A Swiss anti-fraud laboratory, some years ago, was shocked to find remarkably high levels of ethoxyquin in farmed fish – around 10 to 20 times more than the 50 mcg per kilo allowed in food in the European Union. And this discovery began to unravel the secret.
Ethoxyquin was created for use on vegetables and fruits. However, the fish feed industry found another use for it because adding it to the feed of the fish, helped to prevent the fats from oxidizing and going rancid.
Others linked the secret use of ethoxyquin in Norwegian fish farming, and the lack of scientific investigation into its effects, to the Norwegian Minister of Fisheries and Coastal Affairs, Lisbeth Berg-Hansen. She also happens to be a considerable shareholder in a commercial salmon farm and has held many high-ranking positions within the fishing industry.
The Rise of Panga Exploited Fish Consumption
Farmed panga grow two to four times faster compared than those bred in the wild. This rapid growth enables them to reach adult size in around six months. The fish are then harvested and processed.

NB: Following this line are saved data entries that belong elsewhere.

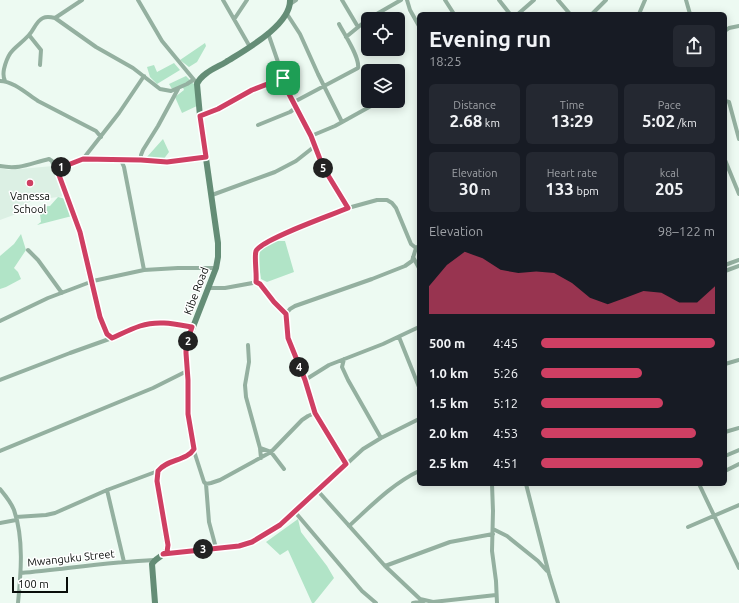 <!DOCTYPE html>
<meta charset="utf-8">
<style>
:root{--surface:#171b24;--page:#242831;--text:#f1f3f6;--muted:#9ea1a6;--accent:#cf3f63}
body{margin:0;font-family:Ubuntu,sans-serif;background:var(--page);color:var(--text);height:100vh;display:flex;flex-direction:column;font-size:15px;white-space:nowrap}
*{box-sizing:border-box;margin:0}
p{font-size:13px;color:var(--muted)}
.icon{flex:none;width:22px;height:22px;fill:none;stroke:currentColor;stroke-width:2;stroke-linecap:round;stroke-linejoin:round}
.map{position:relative;flex:1;overflow:hidden}
.sheet{position:absolute;left:417px;top:12px;width:310px;height:474px;display:flex;flex-direction:column;background:var(--surface);border-radius:6px;box-shadow:0 2px 10px #0003}
.sheet>*{flex:none}
.fabs{position:absolute;left:361px;top:12px;display:grid;gap:8px}
.fabs a{display:grid;place-items:center;width:44px;height:44px;border-radius:6px;background:var(--surface);box-shadow:0 2px 10px #0003;font-size:20px}
.scale{position:absolute;left:12px;bottom:10px;width:56px;box-sizing:border-box;padding-left:4px;border:2px solid #090d0a;border-top:0;font-size:11px;line-height:14px;white-space:nowrap;color:#090d0a;-webkit-text-stroke:3px #fff;paint-order:stroke}
.pin{position:absolute;display:grid;place-items:center;width:34px;height:34px;color:#fff;margin:-17px;border-radius:8px;box-shadow:0 2px 6px #0006}
.km{position:absolute;width:20px;height:20px;margin:-10px;border-radius:50%;background:#222;color:#fff;font-size:11px;line-height:20px;text-align:center}
.round{display:grid;place-items:center;flex:none;width:42px;height:42px;border-radius:6px;background:var(--page)}
.head{display:flex;align-items:center;justify-content:space-between;height:68px;padding:0 12px}
h1{font-size:22px;font-weight:700;line-height:30px}
.stats{display:grid;grid-template-columns:repeat(3,1fr);gap:6px;height:68px;padding:4px 12px}
.stats div{display:grid;align-content:center;border-radius:6px;background:var(--page);text-align:center}
.stats b{font-size:17px;font-weight:700}
.stats small{font-size:11px;font-weight:400}
.stats p{font-size:11px}
.chart{height:112px;padding:8px 12px}
.chart p{display:flex;justify-content:space-between}
.chart svg{width:100%;height:72px;margin-top:4px;fill:var(--accent);opacity:.7}
ul{padding:0 12px;list-style:none;font-size:13px}
li{display:grid;grid-template-columns:64px 48px 1fr;align-items:center;height:30px}
li i{height:10px;border-radius:5px;background:var(--accent)}
.map>svg:first-child{display:block}
.built{fill:#dcf0e4}
.green{fill:#b1e4c7}
.lines{fill:none;stroke-linecap:round;stroke-linejoin:round}
.street{stroke:#94b0a0;stroke-width:4}
.secondary{stroke:#648d76;stroke-width:6}
.route-casing{stroke:#fff;stroke-width:8}
.route{stroke:#cf3f63;stroke-width:5}
.poi-dot{fill:#cf3f63;stroke:#fff;stroke-width:1.5}
.labels{text-anchor:middle;dominant-baseline:central;stroke-width:3;stroke-linejoin:round;paint-order:stroke}
.poi-label{font-size:11px;fill:#090d0a;stroke:#fff}
.street-label{font-size:11px;fill:#090d0a;stroke:#fff}
</style>
<div class="map">
<svg width="739" height="603" viewBox="0 0 739 603">
<rect width="100%" height="100%" fill="#edfaf2"/>
<!-- built -->
<path class="built" d="M53 166 65 196 36 200 22 205 19 213 0 220V168L9 170Z"/>
<!-- green -->
<path class="green" d="M205 43 206 46 197 62 189 67 180 60Z
M174 63 180 70 157 84 150 77 147 67 154 65 157 72Z
M186 76 195 85 199 105 182 113 175 97 184 90 182 85 172 89 169 84Z
M163 139 169 152 163 160 146 158Z
M58 197 66 199 72 216 37 225 41 222 39 207 50 206Z
M21 234 26 250 14 268 18 272 21 279 6 287 0 289V256L14 244Z
M275 241H285L294 272 267 282 261 279 257 251Z
M298 519 301 532 327 566 334 578 314 603H312L288 550 280 555 266 542Z"/>
<g class="lines">
<!-- street -->
<path class="street" d="M138 0 162 41 195 81
M223 0 250 47
M342 0 358 27
M407 0 410 10 419 26
M445 0 454 14
M499 0 510 14
M558 0 570 14
M686 0 690 14
M290 4 296 0
M287 14 300 34 318 74 342 122
M518 14 534 0
M592 14 606 0
M639 14 645 0
M55 18 82 0
M235 18 247 0
M368 19 401 0
M725 31 729 28 739 26
M268 33 289 94 311 136 323 167 348 208
M29 35 41 50 40 65
M346 37 368 19
M0 81C13 81 27 94 38 101 57 111 77 121 96 131L101 137
M5 81C3 77 3 74 4 69 9 48 16 49 29 35 34 30 36 21 43 18 47 16 51 17 55 18L96 47 133 68 160 89 171 91 187 84 193 80
M725 101 729 102 739 139
M294 102 358 68C360 57 344 34 339 24
M200 116 218 109 252 90 283 78
M258 125 290 112 297 107
M311 136 335 126 380 101
M83 159 141 160 167 162 206 157
M121 160 124 167 144 270
M141 160V155L143 150 158 126 178 89
M725 160 739 194
M0 166C20 170 31 163 49 159L52 161 54 167 58 169 83 159 119 113 144 76
M60 168 59 175 61 182 71 206 80 232 93 281 100 317 107 334 112 338
M212 195 275 172 296 161 315 146
M28 250 38 260 62 293
M413 257 419 268
M725 265 739 260
M725 271 739 266
M256 282C258 271 252 256 260 247L277 237 318 220 348 208 377 200H387L392 203 396 208 411 244 416 248 419 246
M209 288H225L258 282 274 302 286 314
M0 321 48 298 93 281 144 270 178 268H216
M399 337 419 387
M248 345 249 362 245 385 246 397 260 448 261 458
M344 359 342 367 348 380 381 438
M725 364 739 360
M0 380 70 353 112 338 145 324 160 322 192 327
M305 380 329 365 383 344 419 327
M725 432 739 428
M260 448 271 452 284 469
M0 451 153 388 187 371
M194 451 204 482 206 484 211 483 220 480 271 452 302 420 308 416 315 413
M725 456 739 450
M346 464 315 413 305 380 288 338 286 314 290 309 295 306 372 279 405 266 412 261 416 248
M725 471 739 464
M206 484 209 522 216 548
M492 484 493 511 492 551 496 581 497 603
M526 484 549 574 558 603
M699 484 739 568
M0 489C5 495 11 502 14 510 24 539 21 573 18 603
M107 490 124 562
M318 491 385 566 420 599 433 602 496 595
M295 512 362 591 376 603
M16 517 46 515 55 513 107 490 158 471
M0 523 16 520
M349 526C371 506 392 484 419 471
M688 527 739 505
M493 529 507 536 538 561 547 571
M163 555 239 546 252 542 280 525 363 449 381 438 419 419
M385 566 450 542 493 534
M21 573C65 569 109 562 154 560
M413 603 424 601"/>
<!-- secondary -->
<path class="secondary" d="M155 603 152 564C156 557 165 556 168 548L157 481 158 471 164 465 192 453 194 449 188 414V380L186 353V345L216 268 218 257V243L200 116 197 84C202 73 216 68 226 62 245 50 291 25 290 0"/>
</g>
<g class="lines">
<defs>
<path id="route" d="M283 78 289 94 311 136 323 167 348 208C332 215 262 239 256 251 254 257 257 274 256 282L260 284 274 302 286 314 288 338 305 380 315 413 346 464 280 525 252 542 239 546 163 554 167 552 168 545 157 481 158 471C167 459 187 461 194 449L188 414V380L186 353V345L192 327C175 324 158 320 140 326 131 329 121 334 112 338L107 334 100 317 80 232 59 175 60 168 83 159 141 160 167 162 206 157 200 116 218 109 252 90Z"/>
</defs>
<!-- route casing -->
<use href="#route" class="route-casing"/>
<!-- route -->
<use href="#route" class="route"/>
</g>
<!-- markers -->
<circle class="poi-dot" cx="30" cy="183" r="4"/>
<g class="labels">
<!-- poi labels -->
<g class="poi-label">
<text x="30" y="196">Vanessa<tspan x="30" dy="13">School</tspan></text>
</g>
<!-- street labels -->
<g class="street-label">
<text transform="translate(196 291) rotate(-69)">Kibe Road</text>
<text transform="translate(71 558) rotate(-6)">Mwanguku Street</text>
</g>
</g>
</svg>
<div class="fabs">
<a><svg class="icon" aria-label="locate" viewBox="0 0 24 24"><circle cx="12" cy="12" r="6"/><path d="M12 2v4M12 18v4M2 12h4M18 12h4"/></svg></a>
<a><svg class="icon" aria-label="layers" viewBox="0 0 24 24"><path d="M12 4l9 5-9 5-9-5zM3 14l9 5 9-5"/></svg></a>
</div>
<div class="scale">100 m</div>
<div class="pin" style="left:283px;top:78px;background:#1e9e55"><svg class="icon" aria-label="arrive" viewBox="0 0 24 24"><path d="M6 21V4h12l-3 4 3 4H6"/></svg></div>
<b class="km" style="left:61px;top:167px">1</b>
<b class="km" style="left:188px;top:341px">2</b>
<b class="km" style="left:203px;top:549px">3</b>
<b class="km" style="left:299px;top:367px">4</b>
<b class="km" style="left:323px;top:168px">5</b>
<section class="sheet">
<div class="head"><div><h1>Evening run</h1><p>18:25</p></div><a class="round"><svg class="icon" aria-label="share" viewBox="0 0 24 24"><path d="M12 15V3M7 8l5-5 5 5M5 13v7h14v-7"/></svg></a></div>
<div class="stats">
<div><p>Distance</p><b>2.68<small> km</small></b></div>
<div><p>Time</p><b>13:29</b></div>
<div><p>Pace</p><b>5:02<small> /km</small></b></div>
</div>
<div class="stats">
<div><p>Elevation</p><b>30<small> m</small></b></div>
<div><p>Heart rate</p><b>133<small> bpm</small></b></div>
<div><p>kcal</p><b>205</b></div>
</div>
<div class="chart"><p><span>Elevation</span>98–122 m</p>
<svg viewBox="0 0 160 44" preserveAspectRatio="none"><path d="M0 44V27L10 14L20 6L30 10L40 17L50 19L60 18L70 19L80 25L90 34L100 38L110 34L120 30L130 31L140 37L150 37L160 27V44z"/></svg>
</div>
<ul>
<li><b>500 m</b>4:45<i style="width:100%"></i></li>
<li><b>1.0 km</b>5:26<i style="width:58%"></i></li>
<li><b>1.5 km</b>5:12<i style="width:70%"></i></li>
<li><b>2.0 km</b>4:53<i style="width:89%"></i></li>
<li><b>2.5 km</b>4:51<i style="width:93%"></i></li>
</ul>
</section>
</div>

Part of the processing includes washing the fillets in large vats loaded with water and polyphosphates — chemical additives that facilitate freezing.
The chemical forces the fish to soak up water. And this additional water adds artificial weight to the fish. At the end of this process, the fish loses both flavor and smell, meaning it takes on the character of any spices one adds to it when preparing.

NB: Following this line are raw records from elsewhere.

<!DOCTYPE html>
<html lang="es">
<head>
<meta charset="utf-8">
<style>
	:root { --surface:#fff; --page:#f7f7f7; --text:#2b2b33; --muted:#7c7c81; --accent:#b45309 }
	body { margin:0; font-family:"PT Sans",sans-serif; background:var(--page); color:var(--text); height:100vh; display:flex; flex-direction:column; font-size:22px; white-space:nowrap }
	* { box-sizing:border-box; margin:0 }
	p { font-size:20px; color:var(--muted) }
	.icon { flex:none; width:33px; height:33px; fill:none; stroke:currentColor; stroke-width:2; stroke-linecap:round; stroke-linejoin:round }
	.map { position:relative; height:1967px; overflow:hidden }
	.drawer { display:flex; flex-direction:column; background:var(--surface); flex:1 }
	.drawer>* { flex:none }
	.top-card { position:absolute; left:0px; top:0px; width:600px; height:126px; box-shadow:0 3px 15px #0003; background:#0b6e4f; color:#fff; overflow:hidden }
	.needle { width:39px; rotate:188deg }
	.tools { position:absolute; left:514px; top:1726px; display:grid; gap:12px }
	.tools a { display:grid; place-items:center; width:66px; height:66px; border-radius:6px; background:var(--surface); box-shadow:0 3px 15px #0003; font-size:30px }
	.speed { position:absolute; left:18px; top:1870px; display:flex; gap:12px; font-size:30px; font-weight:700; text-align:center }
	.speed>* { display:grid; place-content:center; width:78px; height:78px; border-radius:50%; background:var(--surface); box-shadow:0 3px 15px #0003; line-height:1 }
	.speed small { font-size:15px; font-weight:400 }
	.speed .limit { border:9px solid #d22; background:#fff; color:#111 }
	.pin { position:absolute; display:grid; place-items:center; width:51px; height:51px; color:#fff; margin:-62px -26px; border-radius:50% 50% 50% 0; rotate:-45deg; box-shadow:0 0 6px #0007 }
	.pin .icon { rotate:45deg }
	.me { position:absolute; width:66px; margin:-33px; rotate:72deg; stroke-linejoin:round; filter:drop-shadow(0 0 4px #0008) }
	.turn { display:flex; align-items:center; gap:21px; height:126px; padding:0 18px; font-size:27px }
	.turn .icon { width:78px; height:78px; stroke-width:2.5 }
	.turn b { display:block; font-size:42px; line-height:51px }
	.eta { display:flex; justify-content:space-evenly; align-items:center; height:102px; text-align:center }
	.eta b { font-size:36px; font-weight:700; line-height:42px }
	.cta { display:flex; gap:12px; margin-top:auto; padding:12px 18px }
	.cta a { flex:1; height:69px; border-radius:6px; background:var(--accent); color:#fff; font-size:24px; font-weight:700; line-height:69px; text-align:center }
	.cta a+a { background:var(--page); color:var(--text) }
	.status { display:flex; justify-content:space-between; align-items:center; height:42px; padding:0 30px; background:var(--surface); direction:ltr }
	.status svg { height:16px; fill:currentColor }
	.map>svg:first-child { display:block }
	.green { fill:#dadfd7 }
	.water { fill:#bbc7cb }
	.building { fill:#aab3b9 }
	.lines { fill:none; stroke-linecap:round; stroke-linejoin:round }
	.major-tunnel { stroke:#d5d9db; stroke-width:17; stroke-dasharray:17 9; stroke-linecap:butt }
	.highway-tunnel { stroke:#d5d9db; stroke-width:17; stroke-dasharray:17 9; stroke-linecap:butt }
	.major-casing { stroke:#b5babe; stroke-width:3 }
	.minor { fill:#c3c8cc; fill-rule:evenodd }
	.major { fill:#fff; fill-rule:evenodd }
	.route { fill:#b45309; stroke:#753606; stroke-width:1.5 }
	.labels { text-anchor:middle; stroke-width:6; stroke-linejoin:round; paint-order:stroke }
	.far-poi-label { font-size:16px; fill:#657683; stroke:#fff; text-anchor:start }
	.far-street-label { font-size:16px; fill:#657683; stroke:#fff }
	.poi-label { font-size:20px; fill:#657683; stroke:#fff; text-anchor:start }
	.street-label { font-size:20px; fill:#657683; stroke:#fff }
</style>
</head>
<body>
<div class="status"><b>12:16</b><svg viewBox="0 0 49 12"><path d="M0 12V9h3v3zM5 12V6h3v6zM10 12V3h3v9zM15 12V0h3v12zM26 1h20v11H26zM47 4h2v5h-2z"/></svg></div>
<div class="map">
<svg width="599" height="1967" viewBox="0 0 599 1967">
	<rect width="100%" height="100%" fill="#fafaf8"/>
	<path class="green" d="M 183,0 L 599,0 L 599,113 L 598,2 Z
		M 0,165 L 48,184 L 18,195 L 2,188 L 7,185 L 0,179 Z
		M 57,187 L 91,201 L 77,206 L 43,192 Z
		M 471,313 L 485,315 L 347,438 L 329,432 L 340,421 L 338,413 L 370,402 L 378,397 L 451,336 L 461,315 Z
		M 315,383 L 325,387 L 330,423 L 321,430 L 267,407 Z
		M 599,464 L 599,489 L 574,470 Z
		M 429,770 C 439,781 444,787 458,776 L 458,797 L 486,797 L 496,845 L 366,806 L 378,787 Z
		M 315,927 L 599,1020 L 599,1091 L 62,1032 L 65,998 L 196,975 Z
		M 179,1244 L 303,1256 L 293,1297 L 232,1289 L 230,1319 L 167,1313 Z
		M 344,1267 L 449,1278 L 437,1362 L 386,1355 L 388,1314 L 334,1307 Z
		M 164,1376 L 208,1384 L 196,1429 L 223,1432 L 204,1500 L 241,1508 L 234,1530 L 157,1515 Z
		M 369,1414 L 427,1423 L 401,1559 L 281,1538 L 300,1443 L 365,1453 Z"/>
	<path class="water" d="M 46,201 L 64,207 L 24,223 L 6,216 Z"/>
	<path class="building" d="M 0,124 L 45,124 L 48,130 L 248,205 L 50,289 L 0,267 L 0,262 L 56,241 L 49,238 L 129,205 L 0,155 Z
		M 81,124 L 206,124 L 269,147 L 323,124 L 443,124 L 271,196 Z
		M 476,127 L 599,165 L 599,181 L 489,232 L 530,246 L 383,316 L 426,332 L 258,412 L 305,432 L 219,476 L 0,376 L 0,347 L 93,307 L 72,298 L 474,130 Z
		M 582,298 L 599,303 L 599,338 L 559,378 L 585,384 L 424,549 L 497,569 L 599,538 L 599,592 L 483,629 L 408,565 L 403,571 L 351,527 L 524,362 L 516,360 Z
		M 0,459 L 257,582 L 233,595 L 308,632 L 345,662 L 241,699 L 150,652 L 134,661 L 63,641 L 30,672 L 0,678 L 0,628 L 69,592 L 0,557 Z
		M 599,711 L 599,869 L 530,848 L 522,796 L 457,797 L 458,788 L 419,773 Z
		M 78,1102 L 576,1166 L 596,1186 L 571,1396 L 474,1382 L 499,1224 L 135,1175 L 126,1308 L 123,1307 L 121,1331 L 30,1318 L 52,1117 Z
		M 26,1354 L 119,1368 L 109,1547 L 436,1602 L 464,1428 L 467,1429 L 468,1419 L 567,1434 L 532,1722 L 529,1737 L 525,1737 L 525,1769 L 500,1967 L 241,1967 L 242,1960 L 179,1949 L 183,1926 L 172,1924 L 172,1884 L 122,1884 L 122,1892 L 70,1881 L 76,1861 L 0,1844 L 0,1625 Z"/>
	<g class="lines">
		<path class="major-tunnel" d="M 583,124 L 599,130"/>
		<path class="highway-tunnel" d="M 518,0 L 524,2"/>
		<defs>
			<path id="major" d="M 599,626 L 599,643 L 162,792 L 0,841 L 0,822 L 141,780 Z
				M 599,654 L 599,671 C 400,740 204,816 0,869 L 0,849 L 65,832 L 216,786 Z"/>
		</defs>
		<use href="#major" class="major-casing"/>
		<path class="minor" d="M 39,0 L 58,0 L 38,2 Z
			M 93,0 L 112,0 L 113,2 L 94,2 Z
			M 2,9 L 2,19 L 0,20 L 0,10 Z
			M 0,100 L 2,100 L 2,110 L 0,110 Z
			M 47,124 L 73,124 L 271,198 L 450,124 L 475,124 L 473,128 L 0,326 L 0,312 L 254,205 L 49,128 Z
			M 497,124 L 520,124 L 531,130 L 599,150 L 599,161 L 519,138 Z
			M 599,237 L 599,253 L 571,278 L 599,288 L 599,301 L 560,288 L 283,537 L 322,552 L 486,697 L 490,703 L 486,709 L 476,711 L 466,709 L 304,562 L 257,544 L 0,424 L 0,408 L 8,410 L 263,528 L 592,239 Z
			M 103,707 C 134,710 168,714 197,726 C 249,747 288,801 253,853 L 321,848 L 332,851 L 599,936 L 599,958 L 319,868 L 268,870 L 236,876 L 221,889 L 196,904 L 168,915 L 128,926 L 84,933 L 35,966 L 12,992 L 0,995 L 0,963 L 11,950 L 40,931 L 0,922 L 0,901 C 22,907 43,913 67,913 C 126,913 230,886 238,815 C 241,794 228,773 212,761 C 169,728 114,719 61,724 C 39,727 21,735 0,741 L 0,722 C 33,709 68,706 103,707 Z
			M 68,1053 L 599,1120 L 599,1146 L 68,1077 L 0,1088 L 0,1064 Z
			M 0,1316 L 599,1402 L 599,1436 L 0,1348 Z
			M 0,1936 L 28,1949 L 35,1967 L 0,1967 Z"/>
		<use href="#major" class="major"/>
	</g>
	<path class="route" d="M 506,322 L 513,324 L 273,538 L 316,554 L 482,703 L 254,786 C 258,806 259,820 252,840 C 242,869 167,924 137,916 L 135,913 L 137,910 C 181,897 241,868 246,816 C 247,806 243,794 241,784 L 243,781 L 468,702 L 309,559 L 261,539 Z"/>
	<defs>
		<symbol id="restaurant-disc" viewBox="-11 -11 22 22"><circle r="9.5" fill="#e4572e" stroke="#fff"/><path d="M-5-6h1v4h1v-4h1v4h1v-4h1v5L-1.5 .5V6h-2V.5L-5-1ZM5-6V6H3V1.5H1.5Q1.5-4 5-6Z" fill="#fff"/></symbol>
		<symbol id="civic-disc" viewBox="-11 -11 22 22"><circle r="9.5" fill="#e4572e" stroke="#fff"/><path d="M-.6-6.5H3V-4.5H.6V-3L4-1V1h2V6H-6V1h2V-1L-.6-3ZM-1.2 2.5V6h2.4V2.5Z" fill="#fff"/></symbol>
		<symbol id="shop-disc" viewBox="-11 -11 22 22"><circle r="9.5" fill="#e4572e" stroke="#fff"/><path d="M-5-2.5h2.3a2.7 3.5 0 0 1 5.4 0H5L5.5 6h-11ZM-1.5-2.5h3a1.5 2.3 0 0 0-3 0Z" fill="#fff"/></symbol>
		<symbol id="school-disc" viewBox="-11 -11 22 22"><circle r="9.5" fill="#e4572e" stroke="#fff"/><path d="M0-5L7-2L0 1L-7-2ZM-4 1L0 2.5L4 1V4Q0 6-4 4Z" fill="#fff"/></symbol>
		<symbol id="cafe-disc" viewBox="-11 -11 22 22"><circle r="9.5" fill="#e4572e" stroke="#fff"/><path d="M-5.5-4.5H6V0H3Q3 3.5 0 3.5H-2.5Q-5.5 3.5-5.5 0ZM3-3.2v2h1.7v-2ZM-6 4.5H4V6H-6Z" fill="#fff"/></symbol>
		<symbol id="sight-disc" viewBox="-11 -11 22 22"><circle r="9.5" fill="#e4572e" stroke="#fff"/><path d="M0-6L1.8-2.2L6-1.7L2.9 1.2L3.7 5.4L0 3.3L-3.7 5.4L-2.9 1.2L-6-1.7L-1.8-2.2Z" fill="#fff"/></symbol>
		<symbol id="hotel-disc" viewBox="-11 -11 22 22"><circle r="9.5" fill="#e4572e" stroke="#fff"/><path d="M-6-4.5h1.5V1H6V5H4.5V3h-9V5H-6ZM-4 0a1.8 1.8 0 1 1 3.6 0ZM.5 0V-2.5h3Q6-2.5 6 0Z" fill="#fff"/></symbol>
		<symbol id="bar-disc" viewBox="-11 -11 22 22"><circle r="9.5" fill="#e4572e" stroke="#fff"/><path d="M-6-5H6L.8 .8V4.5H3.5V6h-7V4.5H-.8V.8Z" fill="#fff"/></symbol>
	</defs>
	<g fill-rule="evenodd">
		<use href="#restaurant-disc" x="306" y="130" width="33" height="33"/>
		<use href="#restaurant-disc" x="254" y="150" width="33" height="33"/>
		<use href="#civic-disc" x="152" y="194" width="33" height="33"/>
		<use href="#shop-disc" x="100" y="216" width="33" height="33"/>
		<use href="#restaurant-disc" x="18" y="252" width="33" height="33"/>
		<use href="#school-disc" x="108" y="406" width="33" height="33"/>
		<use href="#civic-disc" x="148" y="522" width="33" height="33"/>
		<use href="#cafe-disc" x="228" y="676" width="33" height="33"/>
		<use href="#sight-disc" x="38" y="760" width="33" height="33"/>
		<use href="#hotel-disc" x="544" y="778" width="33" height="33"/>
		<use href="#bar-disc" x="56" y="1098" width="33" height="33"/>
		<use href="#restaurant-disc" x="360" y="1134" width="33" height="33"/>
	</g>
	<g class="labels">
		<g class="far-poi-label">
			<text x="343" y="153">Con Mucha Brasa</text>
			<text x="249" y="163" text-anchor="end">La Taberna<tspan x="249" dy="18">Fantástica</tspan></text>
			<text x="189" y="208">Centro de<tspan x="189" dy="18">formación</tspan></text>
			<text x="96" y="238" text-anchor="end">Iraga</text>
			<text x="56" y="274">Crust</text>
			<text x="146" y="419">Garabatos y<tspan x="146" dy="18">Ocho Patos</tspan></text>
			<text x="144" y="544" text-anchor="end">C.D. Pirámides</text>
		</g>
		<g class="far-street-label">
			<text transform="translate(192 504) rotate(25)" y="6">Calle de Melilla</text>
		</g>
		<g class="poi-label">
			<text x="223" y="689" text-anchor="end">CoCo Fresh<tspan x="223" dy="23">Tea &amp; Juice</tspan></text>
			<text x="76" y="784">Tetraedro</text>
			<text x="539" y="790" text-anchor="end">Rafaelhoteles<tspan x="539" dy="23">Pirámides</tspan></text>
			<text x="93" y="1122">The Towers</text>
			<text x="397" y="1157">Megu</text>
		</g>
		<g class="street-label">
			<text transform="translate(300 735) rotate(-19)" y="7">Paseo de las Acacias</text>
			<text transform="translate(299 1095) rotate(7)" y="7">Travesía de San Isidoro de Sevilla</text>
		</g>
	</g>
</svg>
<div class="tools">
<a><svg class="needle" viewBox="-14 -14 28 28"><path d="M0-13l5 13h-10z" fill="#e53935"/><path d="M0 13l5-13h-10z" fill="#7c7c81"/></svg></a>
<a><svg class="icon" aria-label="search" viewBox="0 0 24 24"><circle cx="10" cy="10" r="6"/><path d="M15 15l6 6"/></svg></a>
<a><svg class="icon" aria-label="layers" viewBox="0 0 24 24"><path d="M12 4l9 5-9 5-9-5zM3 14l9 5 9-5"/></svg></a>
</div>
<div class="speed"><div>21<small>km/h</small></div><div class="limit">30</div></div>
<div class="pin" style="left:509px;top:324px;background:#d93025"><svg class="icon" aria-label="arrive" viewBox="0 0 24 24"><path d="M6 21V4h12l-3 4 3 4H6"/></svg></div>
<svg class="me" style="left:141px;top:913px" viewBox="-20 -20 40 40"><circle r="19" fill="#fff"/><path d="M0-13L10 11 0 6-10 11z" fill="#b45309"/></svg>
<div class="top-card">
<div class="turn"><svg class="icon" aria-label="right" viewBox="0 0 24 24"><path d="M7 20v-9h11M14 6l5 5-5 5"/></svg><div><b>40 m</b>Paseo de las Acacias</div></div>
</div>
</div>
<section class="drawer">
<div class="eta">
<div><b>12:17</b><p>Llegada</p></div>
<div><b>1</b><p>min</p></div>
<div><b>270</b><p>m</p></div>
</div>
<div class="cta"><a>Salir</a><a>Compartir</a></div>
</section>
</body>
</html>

Environmental Pollution Poses Risks
Many panga farms are plagued with disease because of the polluted waters where they grow. Mekong River, where many panga farms are located, is one of the most densely polluted rivers in the world. In 2009, the World Wide Fund for Nature placed panga on their “red” list of products that pose a danger to environmental and human health.
Millions of Vietnamese households dump their waste into the Mekong River each day. Pesticides used in rice cultivation also migrate into this waterway. Green algae and bacteria release toxins into the water and reduce oxygen levels in the water, which adds further stress to the fish’s immune systems, making them more prone to disease.
To attack the disease, farmers add drugs like antibiotics into their fish ponds. The side effect is drug resistance. And it forces farmers to continue increasing the dosages. This dangerous strategy affects more than the panga. Antibiotics spread through the river systems. The fish absorbs them via its skin tissue and excretes them through feces. This cycle redistributes the drugs into the environment — and to people who eat the fish.
Are You Eating Fish or Fish Waste?
Practically nothing goes to waste anymore. The cosmetic industry uses recycled fish skins. And the remainder gets washed and ground into a pulp, which food producers use to make cheap meals and pet food.
Food manufacturers have no obligation to tell you about the contents of their fish products. Therefore your “tasty” fish bites might contain filthy fish pulp rather than actual fish fillet meat. Why? Becuase fish pulp generates much higher profits. Something companies care more about than people (in most cases).